Start of Given data

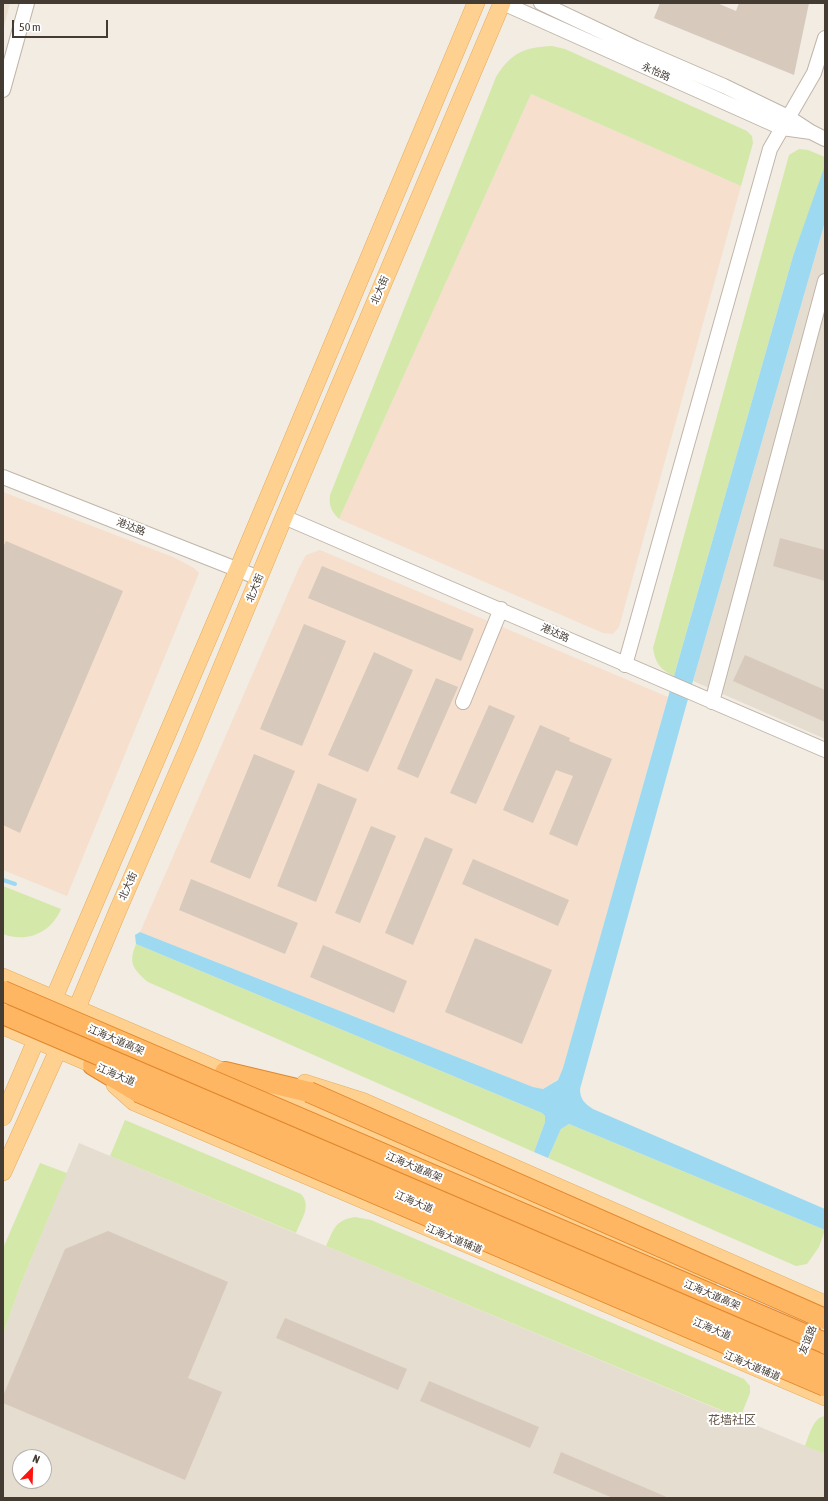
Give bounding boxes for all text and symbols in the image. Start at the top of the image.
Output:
scale bar [14,12,110,38]
text: 50 m [19,20,41,34]
street label: 永怡路 [640,60,672,84]
street label: 北大街 [369,274,391,306]
street label: 港达路 [115,516,147,538]
street label: 北大街 [244,572,266,604]
street label: 港达路 [539,621,571,645]
street label: 北大街 [116,870,140,902]
street label: 江海大道高架 [86,1023,146,1057]
street label: 江海大道 [95,1062,137,1088]
street label: 江海大道高架 [384,1150,444,1184]
street label: 江海大道 [393,1189,435,1215]
street label: 江海大道辅道 [424,1222,484,1256]
street label: 江海大道高架 [682,1278,742,1312]
street label: 江海大道 [691,1316,733,1342]
street label: 友谊路 [797,1324,819,1356]
street label: 江海大道辅道 [722,1349,782,1383]
district label: 花墙社区 [708,1413,756,1427]
north arrow [12,1449,52,1489]
text: N [31,1452,42,1466]

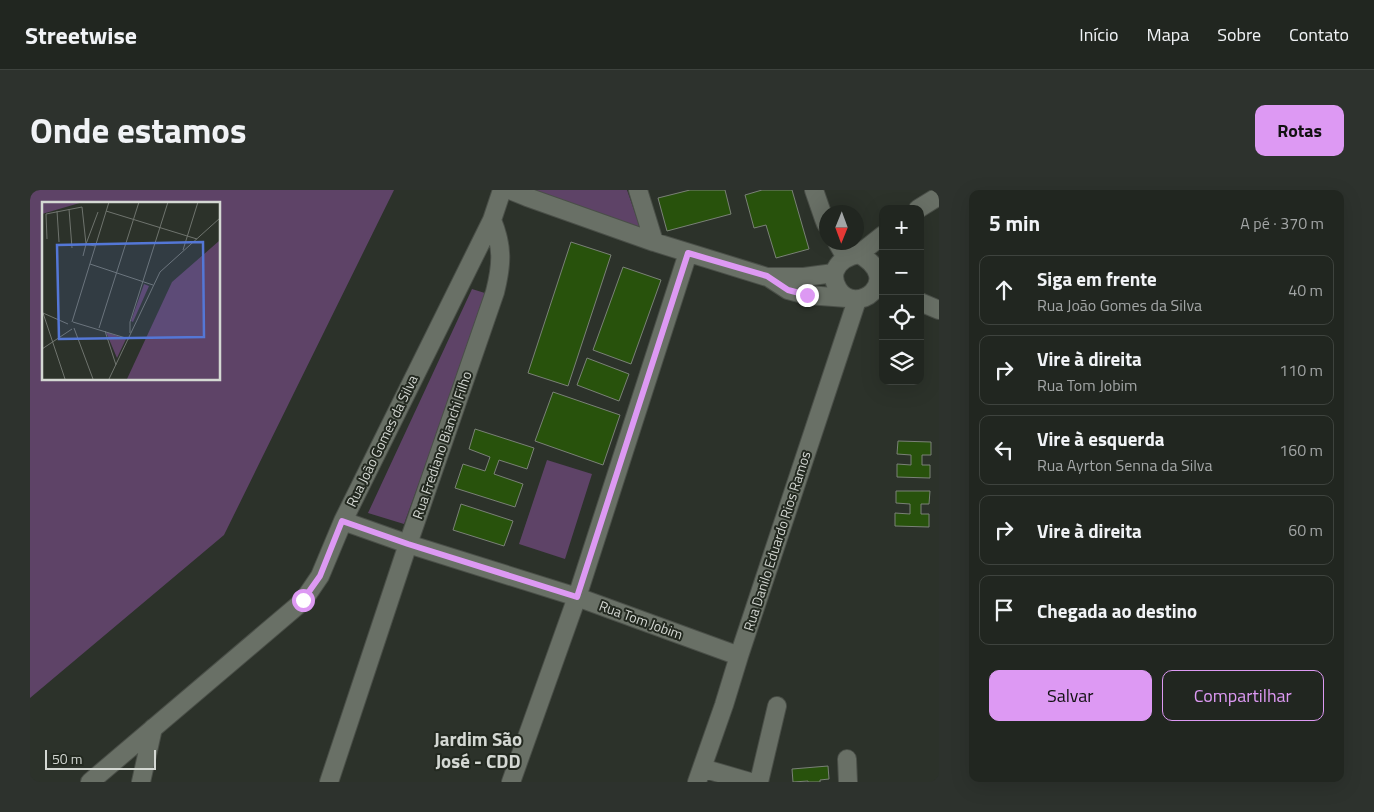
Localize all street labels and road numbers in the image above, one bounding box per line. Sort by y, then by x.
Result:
street label: Rua Frediano Bianchi Filho [406,368,477,522]
street label: Rua João Gomes da Silva [340,371,423,510]
street label: Rua Danilo Eduardo Rios Ramos [737,448,816,634]
street label: Rua Tom Jobim [596,595,686,644]

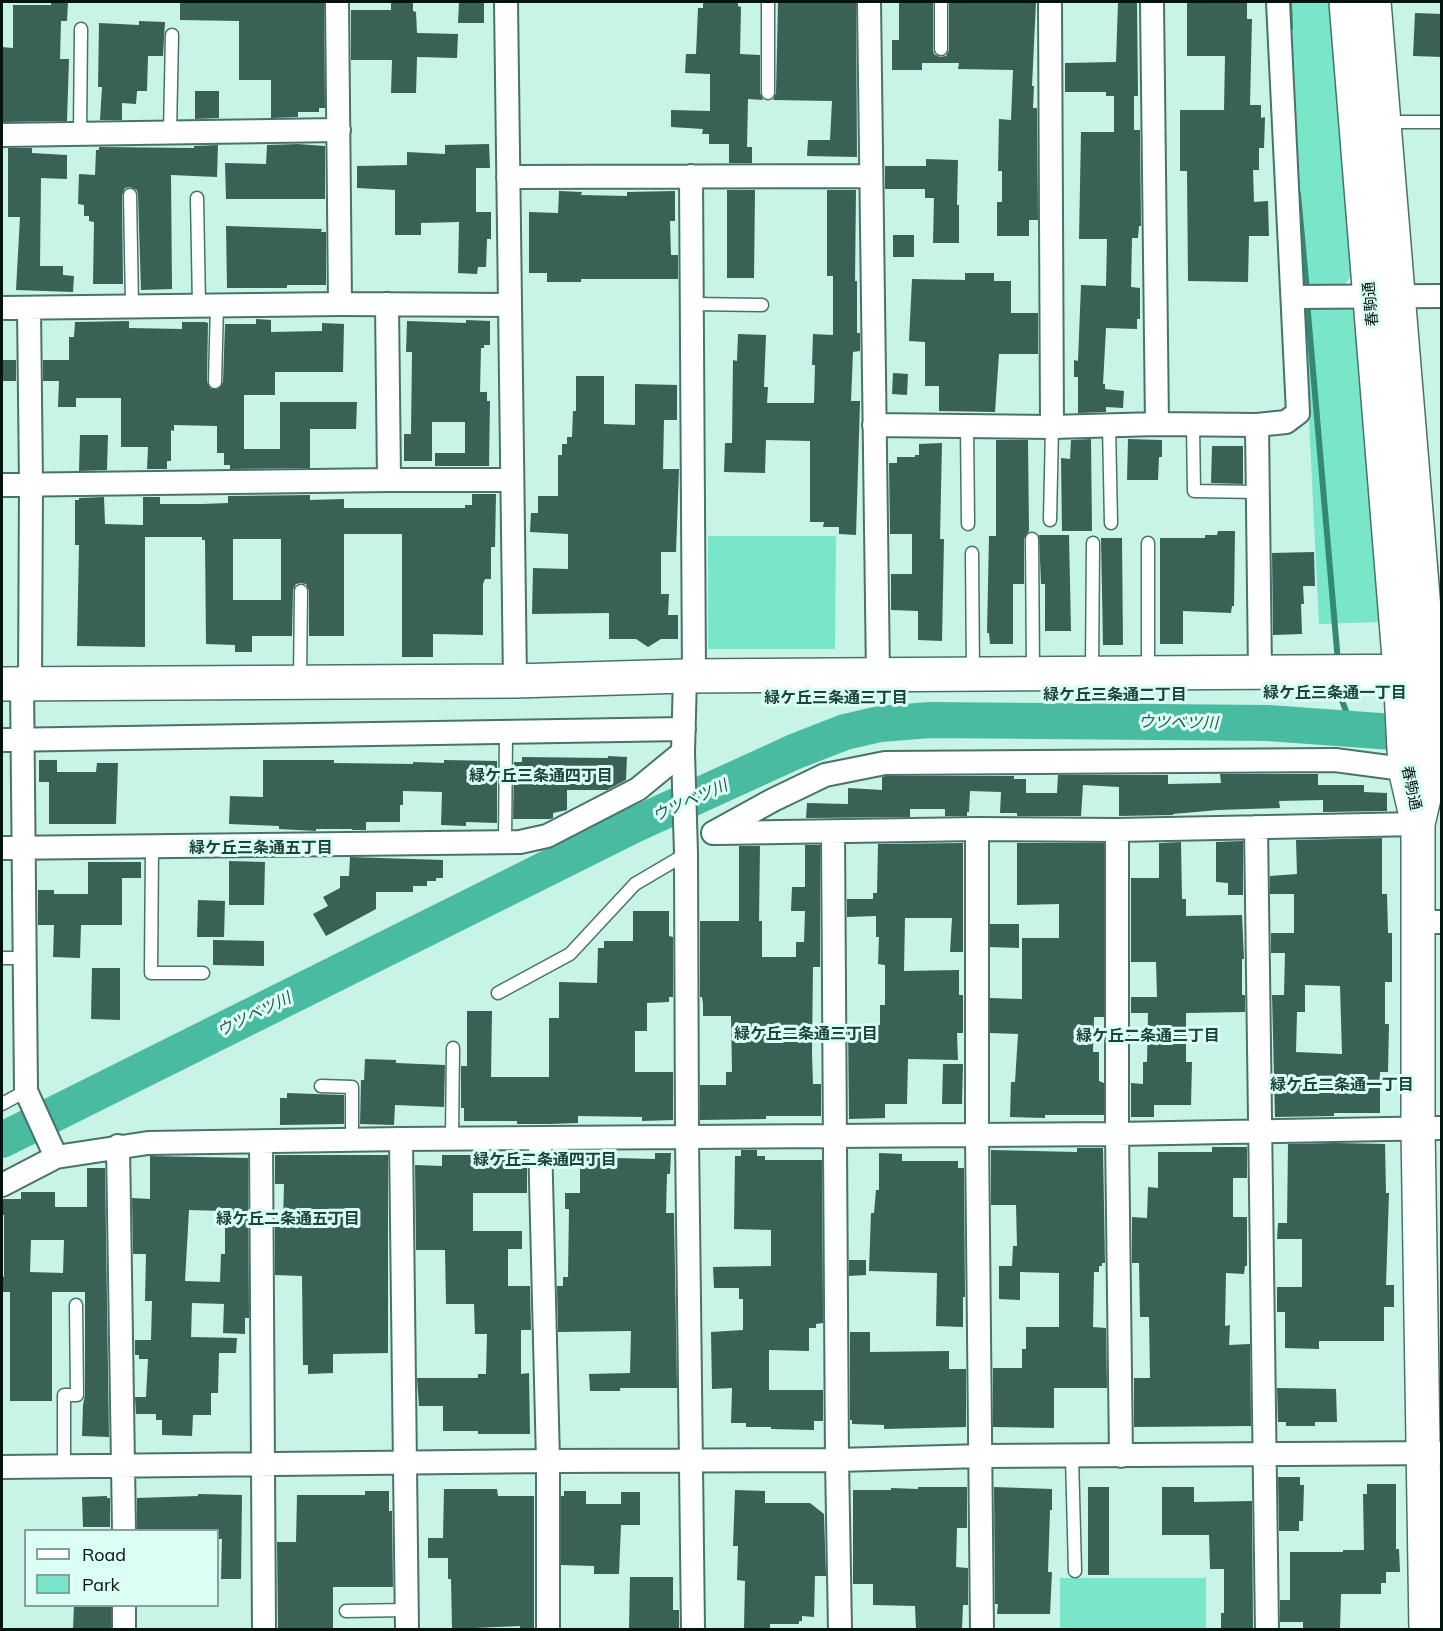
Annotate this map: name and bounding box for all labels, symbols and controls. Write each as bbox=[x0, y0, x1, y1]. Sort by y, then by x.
street label: 春駒通 bbox=[1360, 281, 1382, 327]
district label: 緑ケ丘三条通一丁目 bbox=[1263, 683, 1407, 703]
district label: 緑ケ丘三条通二丁目 bbox=[1043, 685, 1187, 705]
district label: 緑ケ丘三条通三丁目 bbox=[764, 688, 908, 708]
water label: ウツベツ川 bbox=[1138, 713, 1218, 733]
street label: 春駒通 bbox=[1398, 764, 1424, 812]
district label: 緑ケ丘三条通四丁目 bbox=[469, 766, 613, 786]
water label: ウツベツ川 bbox=[650, 776, 730, 826]
district label: 緑ケ丘三条通五丁目 bbox=[189, 838, 333, 858]
water label: ウツベツ川 bbox=[214, 989, 294, 1041]
district label: 緑ケ丘二条通三丁目 bbox=[734, 1024, 878, 1044]
district label: 緑ケ丘二条通二丁目 bbox=[1076, 1026, 1220, 1046]
district label: 緑ケ丘二条通一丁目 bbox=[1270, 1075, 1414, 1095]
district label: 緑ケ丘二条通四丁目 bbox=[473, 1150, 617, 1170]
district label: 緑ケ丘二条通五丁目 bbox=[216, 1209, 360, 1229]
legend bbox=[24, 1529, 219, 1607]
text: Road bbox=[82, 1543, 126, 1566]
text: Park bbox=[82, 1573, 120, 1596]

End of Given data

◆ Work task ◆
Which lines above hold the string "image"? Copy each of them.

◆ Response box ◆
Give bounding boxes for all text and symbols in the image. Start at the top of the image.
Localize all street labels and road numbers in the image above, one bounding box per line. Sort by y, then by x.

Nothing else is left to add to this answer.